I would have thought that hydrogen fuel cells are the way to power EVs, introduce the hydrogen into petrol stations the same way as unleaded petrol was, 10 years time we could all have EVs that take minutes to fill up.
 
Just thinking about all those folks who have been without electricity for days after the recent storms. Presumably they have to rely on some sort of fossil fuel for heating and cooking and would probably have died of hypothermia in an all electric world!
 
I can see, perhaps not in my lifetime that Hydrogen fuel cell powered cars will be the way forward with a big campaign to demonise electric cars.
 
I would have thought that hydrogen fuel cells are the way to power EVs, introduce the hydrogen into petrol stations the same way as unleaded petrol was, 10 years time we could all have EVs that take minutes to fill up.
Eh, no
There is a hydrogen fuelling station in Aberdeen not far from where I live and a hydrogen fuelling station is nothing like a fuelling station for petrol and diesel
Have a look at this
Note the size and complexity of the hydrogen production and storage part of the set up
The station can produce 5Kg of hydrogen per hour or 130Kg per day
Cars are refuelled at a pressure of 700 BAR (over 10000 psi) and busses and trucks are refuelled at 350 BAR (over 5000psi)
There is only 50 Kg of 700 BAR storage and 100Kg of 350 BAR storage
A hydrogen fuel celled powered Toyota Mirai has a hydrogen capacity of 5.5 Kg, so simple maths says that if 10 Toyota Mirais came in for hydrogen one after another, only the first 9 would get fuel and the last one would have to wait for an hour while the system produced another 5 Kg of fuel
The bottom line is that for cars and light commercial vehicles, hydrogen is a non starter.
However, for large commercial vehicles it may be a solution since the size and weight of the battery pack needed to give a large commercial vehicle a usable range would adversely affect the amount of load it could carry.
Such a vehicle could potentially have a large , but comparatively lightweight hydrogen fuel tank that would give it decent range and still allow it carry a commercially viable weight of cargo.

Cheers

Bruce
 
The argument that the infrastructure for electric vehicles will be easier, cheap and as quick as that for petrol is dependent on some incorrect assumptions. Firstly, we do not already have a grid capable of doing this effectively.

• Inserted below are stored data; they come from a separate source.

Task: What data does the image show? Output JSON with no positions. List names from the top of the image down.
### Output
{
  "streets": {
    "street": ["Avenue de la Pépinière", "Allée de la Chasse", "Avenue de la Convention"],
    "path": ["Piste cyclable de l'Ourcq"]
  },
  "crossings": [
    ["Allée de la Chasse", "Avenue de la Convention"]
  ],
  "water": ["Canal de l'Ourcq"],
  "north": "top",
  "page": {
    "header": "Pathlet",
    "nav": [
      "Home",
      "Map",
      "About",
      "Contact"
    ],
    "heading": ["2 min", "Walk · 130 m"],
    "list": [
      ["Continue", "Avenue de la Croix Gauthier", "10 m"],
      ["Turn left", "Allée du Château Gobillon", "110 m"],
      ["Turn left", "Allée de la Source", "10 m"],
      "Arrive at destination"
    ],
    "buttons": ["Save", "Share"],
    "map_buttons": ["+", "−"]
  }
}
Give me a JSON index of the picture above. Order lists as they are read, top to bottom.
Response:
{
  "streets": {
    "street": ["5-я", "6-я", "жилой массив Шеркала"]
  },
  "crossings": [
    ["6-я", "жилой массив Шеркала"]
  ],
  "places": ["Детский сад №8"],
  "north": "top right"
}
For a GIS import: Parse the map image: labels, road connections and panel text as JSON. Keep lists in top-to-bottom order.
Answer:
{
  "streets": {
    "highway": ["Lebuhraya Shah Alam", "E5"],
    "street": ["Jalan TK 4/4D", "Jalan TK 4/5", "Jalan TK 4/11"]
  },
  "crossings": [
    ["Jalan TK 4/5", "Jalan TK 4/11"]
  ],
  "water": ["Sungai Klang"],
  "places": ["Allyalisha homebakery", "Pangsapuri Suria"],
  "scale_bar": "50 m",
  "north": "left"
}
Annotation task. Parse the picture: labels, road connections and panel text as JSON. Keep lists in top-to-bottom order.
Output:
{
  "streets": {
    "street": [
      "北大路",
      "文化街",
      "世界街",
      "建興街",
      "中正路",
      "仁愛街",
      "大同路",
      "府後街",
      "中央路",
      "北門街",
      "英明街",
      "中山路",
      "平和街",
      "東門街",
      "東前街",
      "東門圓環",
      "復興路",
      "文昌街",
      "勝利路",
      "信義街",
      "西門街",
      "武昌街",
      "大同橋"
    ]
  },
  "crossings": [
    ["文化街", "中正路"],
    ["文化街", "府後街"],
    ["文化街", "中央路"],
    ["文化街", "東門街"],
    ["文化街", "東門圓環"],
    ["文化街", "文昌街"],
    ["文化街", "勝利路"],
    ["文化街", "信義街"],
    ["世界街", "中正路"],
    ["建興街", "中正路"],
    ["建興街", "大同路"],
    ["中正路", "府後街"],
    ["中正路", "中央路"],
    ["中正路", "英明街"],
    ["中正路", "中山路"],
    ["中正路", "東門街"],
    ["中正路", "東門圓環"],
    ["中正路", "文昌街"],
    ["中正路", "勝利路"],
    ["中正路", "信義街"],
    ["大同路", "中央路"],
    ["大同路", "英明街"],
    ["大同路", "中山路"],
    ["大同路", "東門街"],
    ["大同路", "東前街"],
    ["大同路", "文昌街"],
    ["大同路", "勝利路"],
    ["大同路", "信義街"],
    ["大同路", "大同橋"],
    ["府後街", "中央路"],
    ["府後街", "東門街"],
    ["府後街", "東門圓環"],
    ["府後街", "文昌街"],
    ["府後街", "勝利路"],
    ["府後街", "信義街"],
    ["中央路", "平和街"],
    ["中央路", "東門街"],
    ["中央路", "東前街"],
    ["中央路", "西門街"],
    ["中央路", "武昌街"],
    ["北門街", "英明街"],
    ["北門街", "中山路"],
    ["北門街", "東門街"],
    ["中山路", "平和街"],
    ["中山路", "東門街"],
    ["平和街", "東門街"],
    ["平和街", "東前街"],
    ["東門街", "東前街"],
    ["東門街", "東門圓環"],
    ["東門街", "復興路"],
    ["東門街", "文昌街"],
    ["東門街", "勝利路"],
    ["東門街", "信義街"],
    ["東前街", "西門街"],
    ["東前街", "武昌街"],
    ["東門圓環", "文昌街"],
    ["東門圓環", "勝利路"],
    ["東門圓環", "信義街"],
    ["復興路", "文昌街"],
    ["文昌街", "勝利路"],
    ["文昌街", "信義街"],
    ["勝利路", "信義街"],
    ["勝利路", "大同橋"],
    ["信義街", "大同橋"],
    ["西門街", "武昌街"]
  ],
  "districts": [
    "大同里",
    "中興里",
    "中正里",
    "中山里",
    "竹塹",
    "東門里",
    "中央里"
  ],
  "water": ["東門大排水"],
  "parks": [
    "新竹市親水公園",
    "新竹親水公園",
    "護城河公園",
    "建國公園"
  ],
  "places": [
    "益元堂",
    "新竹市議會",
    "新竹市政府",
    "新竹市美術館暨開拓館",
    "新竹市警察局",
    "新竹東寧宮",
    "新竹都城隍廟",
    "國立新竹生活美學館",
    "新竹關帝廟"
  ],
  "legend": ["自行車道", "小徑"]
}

On what basis is the assumption that the grid is not capable? The grid had LOADS of capacity available, its just about timing...which is where smart meters and time of use tariffs come into play as already trialed and evidenced.

Peoples routine charging at home will be lead by the £ signs...do you charge at the dirtiest and most grid stressed times of day (4pm to 7pm) for 35p/kwh, or charge at 5p/kWh between 1am & 7am.

The system goes even further to make our grid less stressed and cleaner with Vehicle 2 Grid technology.